**Problem requirements**
Below are the records; copy each line in which "fabs" occurs.

Stored items
--------------------------------------------------

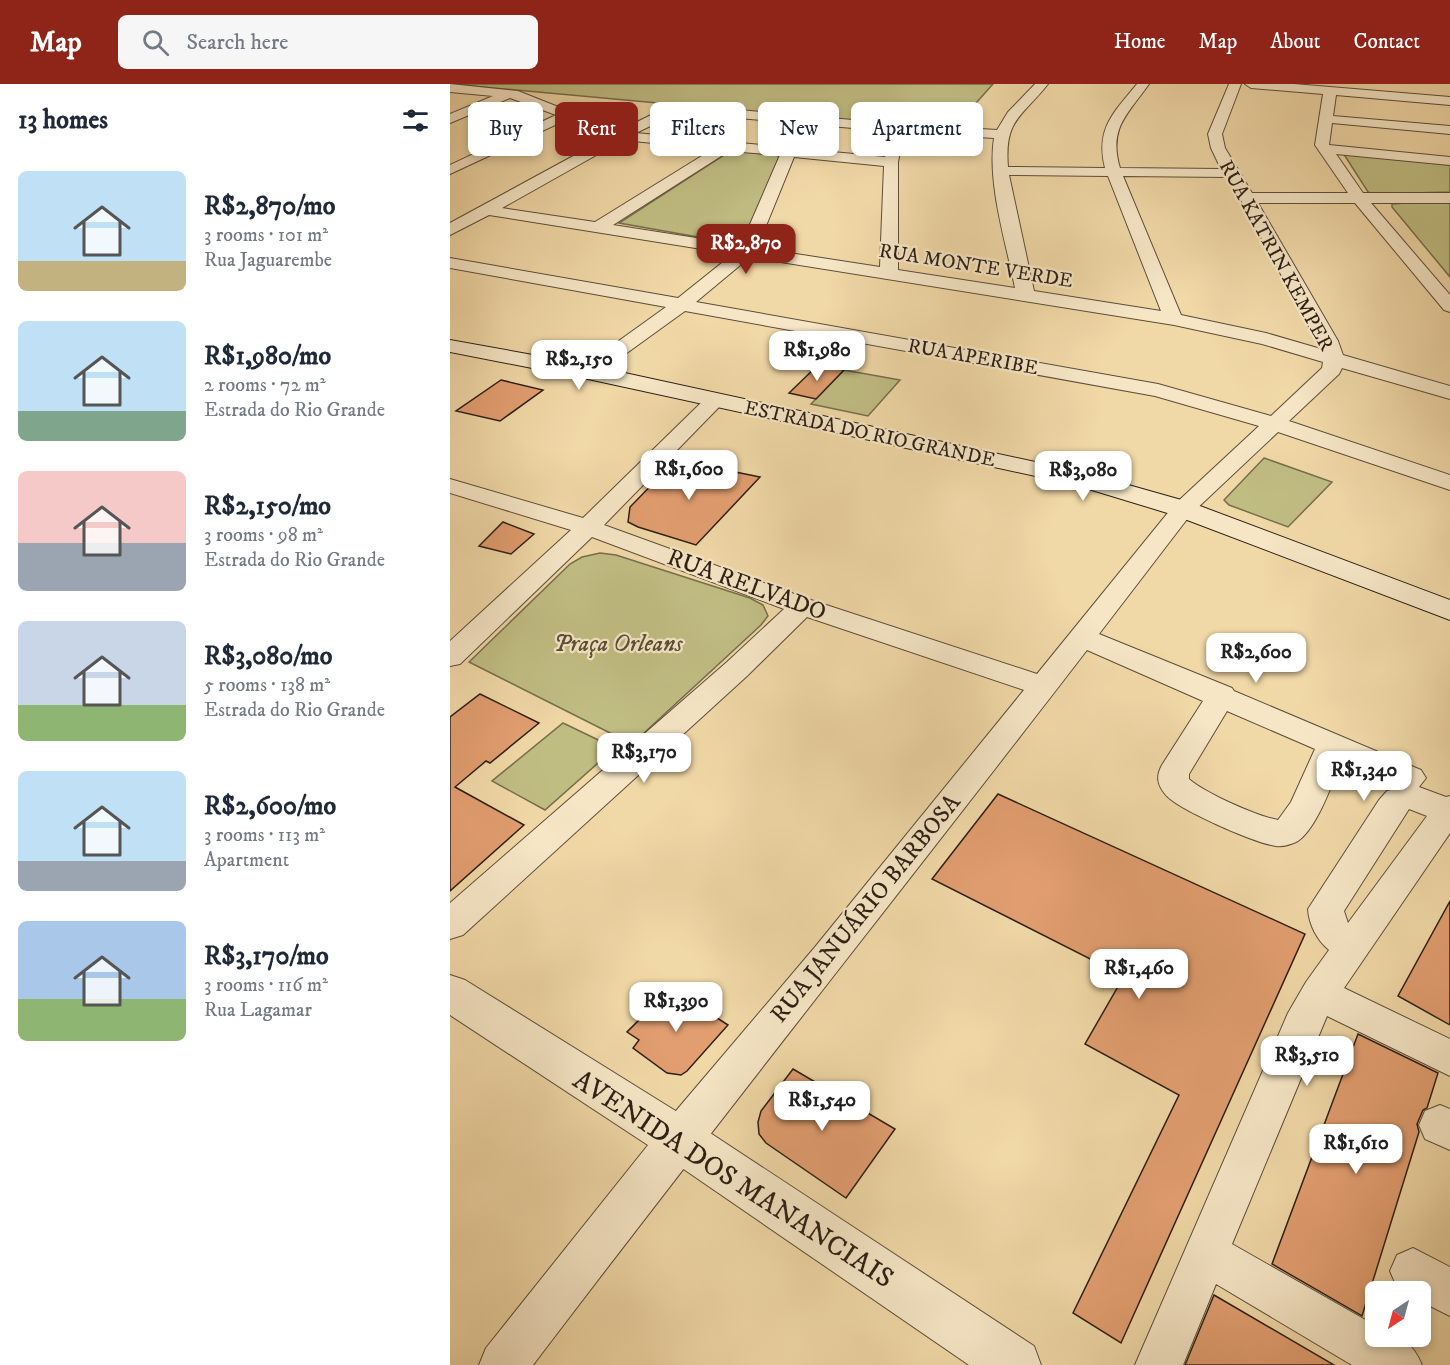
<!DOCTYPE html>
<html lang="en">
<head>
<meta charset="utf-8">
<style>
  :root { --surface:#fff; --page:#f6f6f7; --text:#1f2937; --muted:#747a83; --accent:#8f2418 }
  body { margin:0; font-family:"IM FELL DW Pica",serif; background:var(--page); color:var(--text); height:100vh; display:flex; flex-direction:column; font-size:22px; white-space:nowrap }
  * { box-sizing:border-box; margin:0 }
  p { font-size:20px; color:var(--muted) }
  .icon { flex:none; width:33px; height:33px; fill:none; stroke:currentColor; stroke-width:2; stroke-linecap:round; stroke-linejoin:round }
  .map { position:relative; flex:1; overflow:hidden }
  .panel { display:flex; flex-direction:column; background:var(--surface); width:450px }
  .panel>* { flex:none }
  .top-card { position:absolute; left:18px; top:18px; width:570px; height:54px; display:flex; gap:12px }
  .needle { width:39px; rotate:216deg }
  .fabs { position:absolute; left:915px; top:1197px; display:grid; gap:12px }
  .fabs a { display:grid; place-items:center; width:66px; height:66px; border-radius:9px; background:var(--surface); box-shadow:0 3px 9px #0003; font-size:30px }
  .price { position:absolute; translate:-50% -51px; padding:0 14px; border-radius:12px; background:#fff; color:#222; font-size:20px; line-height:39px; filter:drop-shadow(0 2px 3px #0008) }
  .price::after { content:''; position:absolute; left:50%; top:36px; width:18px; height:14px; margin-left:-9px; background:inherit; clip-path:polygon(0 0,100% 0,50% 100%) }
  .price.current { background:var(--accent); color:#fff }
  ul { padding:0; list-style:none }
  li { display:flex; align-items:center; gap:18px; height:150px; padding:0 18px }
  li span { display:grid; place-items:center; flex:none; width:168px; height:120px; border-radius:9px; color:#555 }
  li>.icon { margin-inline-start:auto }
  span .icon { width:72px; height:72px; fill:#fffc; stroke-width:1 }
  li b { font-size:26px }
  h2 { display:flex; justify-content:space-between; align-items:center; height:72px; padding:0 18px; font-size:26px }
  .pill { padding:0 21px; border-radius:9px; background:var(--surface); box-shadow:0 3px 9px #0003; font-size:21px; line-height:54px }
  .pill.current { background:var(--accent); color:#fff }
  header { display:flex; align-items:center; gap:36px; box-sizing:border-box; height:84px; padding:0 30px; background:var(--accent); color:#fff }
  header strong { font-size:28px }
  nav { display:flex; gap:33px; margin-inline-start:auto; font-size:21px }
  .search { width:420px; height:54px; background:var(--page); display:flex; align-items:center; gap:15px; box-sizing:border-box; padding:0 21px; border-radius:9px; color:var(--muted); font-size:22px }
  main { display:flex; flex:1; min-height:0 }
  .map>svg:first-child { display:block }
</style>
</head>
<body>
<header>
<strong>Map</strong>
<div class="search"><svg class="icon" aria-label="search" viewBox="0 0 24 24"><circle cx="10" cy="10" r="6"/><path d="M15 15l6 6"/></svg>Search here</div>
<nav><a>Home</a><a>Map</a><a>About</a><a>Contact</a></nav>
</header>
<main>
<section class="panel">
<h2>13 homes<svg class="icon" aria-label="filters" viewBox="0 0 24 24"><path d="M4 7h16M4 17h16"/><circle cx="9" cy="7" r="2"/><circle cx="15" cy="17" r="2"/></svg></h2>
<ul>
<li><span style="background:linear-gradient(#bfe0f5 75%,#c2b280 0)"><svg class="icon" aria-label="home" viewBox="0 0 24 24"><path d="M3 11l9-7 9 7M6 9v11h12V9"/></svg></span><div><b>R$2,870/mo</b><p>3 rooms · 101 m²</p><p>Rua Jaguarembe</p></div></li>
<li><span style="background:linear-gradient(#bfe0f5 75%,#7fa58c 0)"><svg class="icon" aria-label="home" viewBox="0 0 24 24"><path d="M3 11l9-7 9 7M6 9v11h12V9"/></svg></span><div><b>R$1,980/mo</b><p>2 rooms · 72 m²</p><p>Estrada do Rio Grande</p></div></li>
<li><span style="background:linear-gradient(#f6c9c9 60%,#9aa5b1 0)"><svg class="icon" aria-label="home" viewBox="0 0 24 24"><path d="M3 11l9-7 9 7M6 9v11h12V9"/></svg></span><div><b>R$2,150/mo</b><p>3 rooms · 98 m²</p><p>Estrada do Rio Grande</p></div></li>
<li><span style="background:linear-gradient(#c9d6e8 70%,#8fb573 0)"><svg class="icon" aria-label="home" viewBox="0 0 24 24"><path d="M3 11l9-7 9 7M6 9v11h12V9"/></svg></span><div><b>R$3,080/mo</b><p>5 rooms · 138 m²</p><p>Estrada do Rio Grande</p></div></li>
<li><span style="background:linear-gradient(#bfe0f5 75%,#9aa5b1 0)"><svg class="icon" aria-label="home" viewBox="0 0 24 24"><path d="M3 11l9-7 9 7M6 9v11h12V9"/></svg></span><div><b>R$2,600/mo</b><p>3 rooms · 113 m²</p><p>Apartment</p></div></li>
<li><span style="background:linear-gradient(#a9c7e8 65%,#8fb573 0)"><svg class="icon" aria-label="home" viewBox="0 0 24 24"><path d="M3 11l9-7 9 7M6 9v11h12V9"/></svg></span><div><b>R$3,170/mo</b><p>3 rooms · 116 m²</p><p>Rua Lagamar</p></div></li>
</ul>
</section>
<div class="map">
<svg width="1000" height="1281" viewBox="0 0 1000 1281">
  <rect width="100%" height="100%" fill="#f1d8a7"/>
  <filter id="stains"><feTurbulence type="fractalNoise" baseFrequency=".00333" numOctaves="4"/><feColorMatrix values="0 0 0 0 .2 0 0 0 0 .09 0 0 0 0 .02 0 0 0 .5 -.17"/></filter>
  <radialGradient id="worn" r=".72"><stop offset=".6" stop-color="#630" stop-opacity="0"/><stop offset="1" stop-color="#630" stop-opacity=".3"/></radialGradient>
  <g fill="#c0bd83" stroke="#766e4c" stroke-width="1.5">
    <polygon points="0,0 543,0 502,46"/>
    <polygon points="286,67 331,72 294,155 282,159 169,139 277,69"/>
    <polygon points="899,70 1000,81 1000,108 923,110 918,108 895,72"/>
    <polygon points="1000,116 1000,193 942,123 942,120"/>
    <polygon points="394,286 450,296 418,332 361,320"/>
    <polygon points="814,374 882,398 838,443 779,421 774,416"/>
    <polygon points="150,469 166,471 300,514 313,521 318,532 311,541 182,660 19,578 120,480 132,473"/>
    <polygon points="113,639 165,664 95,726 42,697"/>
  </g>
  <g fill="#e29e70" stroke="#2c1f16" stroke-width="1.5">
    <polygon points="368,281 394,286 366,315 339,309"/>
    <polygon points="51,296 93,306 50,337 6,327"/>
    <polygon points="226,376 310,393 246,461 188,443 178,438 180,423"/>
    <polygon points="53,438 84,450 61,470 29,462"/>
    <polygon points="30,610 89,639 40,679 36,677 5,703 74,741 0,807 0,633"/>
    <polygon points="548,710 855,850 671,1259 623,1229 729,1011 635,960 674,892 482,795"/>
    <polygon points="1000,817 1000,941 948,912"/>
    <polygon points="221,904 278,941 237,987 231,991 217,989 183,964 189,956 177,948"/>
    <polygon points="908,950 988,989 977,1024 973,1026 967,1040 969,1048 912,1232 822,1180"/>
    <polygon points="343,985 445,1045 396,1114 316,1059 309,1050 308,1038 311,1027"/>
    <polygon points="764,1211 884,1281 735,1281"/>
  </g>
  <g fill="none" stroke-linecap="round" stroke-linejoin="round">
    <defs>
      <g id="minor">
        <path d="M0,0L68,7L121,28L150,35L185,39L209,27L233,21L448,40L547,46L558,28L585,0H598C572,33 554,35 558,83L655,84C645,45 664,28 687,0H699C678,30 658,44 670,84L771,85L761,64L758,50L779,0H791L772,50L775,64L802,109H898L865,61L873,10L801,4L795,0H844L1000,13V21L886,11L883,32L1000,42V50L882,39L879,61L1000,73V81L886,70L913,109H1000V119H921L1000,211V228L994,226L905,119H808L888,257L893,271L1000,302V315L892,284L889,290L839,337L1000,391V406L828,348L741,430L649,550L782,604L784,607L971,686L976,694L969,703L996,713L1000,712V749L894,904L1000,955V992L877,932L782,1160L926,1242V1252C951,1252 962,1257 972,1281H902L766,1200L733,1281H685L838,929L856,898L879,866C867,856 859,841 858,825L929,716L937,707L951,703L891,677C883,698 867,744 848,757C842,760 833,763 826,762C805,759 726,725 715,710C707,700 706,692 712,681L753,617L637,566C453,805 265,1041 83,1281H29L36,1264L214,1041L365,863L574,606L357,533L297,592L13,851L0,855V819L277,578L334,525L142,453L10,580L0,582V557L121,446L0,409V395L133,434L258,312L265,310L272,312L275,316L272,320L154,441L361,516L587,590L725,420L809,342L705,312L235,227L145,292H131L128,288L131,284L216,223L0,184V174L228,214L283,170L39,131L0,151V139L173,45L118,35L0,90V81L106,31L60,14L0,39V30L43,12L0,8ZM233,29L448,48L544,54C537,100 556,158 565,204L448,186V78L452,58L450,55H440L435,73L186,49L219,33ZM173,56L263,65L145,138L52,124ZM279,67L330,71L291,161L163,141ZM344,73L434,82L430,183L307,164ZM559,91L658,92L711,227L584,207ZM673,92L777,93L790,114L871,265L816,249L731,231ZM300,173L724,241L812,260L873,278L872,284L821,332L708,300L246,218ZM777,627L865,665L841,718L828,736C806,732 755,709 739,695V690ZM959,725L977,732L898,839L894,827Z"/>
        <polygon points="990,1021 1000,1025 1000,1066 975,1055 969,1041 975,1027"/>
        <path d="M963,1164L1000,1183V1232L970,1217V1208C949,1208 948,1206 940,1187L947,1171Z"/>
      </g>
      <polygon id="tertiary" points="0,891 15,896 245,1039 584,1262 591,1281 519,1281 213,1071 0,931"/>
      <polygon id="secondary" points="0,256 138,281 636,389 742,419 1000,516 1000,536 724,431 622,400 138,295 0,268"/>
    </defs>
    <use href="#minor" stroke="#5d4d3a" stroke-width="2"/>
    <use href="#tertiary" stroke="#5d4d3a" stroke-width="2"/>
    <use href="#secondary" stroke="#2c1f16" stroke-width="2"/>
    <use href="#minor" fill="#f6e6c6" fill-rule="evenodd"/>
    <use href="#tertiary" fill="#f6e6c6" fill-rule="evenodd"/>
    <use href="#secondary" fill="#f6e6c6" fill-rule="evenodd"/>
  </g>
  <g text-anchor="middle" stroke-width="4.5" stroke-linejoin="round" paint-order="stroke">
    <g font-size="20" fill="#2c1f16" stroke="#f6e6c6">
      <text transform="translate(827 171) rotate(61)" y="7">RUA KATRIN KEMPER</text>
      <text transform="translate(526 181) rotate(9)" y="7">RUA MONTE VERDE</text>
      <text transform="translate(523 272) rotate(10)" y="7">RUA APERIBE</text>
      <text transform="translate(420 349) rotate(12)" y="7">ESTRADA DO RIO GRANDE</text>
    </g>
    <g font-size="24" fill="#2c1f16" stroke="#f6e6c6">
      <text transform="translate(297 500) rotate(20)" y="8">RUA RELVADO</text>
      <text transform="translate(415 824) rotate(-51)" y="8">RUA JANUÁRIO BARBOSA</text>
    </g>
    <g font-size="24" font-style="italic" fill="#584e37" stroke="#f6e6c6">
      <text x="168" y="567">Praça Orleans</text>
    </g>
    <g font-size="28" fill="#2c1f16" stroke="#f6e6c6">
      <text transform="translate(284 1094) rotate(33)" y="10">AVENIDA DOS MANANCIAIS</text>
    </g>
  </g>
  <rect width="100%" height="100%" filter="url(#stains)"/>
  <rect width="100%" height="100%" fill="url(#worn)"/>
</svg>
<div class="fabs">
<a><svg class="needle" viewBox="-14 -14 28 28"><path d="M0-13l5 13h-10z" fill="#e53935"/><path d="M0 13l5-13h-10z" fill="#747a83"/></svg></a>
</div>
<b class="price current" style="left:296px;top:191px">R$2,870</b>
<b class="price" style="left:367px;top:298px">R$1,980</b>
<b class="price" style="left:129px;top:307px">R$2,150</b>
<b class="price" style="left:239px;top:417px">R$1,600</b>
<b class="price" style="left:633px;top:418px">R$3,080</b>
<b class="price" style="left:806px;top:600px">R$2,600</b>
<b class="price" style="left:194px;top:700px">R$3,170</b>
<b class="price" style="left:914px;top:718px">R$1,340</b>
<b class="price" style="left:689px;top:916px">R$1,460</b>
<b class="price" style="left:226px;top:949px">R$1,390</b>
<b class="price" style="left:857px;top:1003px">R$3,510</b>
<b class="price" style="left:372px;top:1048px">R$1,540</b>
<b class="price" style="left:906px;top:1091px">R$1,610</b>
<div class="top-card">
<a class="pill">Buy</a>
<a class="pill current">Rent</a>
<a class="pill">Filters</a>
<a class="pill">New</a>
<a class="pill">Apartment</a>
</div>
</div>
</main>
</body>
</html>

--------------------------------------------------

**Task result**
  .fabs { position:absolute; left:915px; top:1197px; display:grid; gap:12px }
  .fabs a { display:grid; place-items:center; width:66px; height:66px; border-radius:9px; background:var(--surface); box-shadow:0 3px 9px #0003; font-size:30px }
<div class="fabs">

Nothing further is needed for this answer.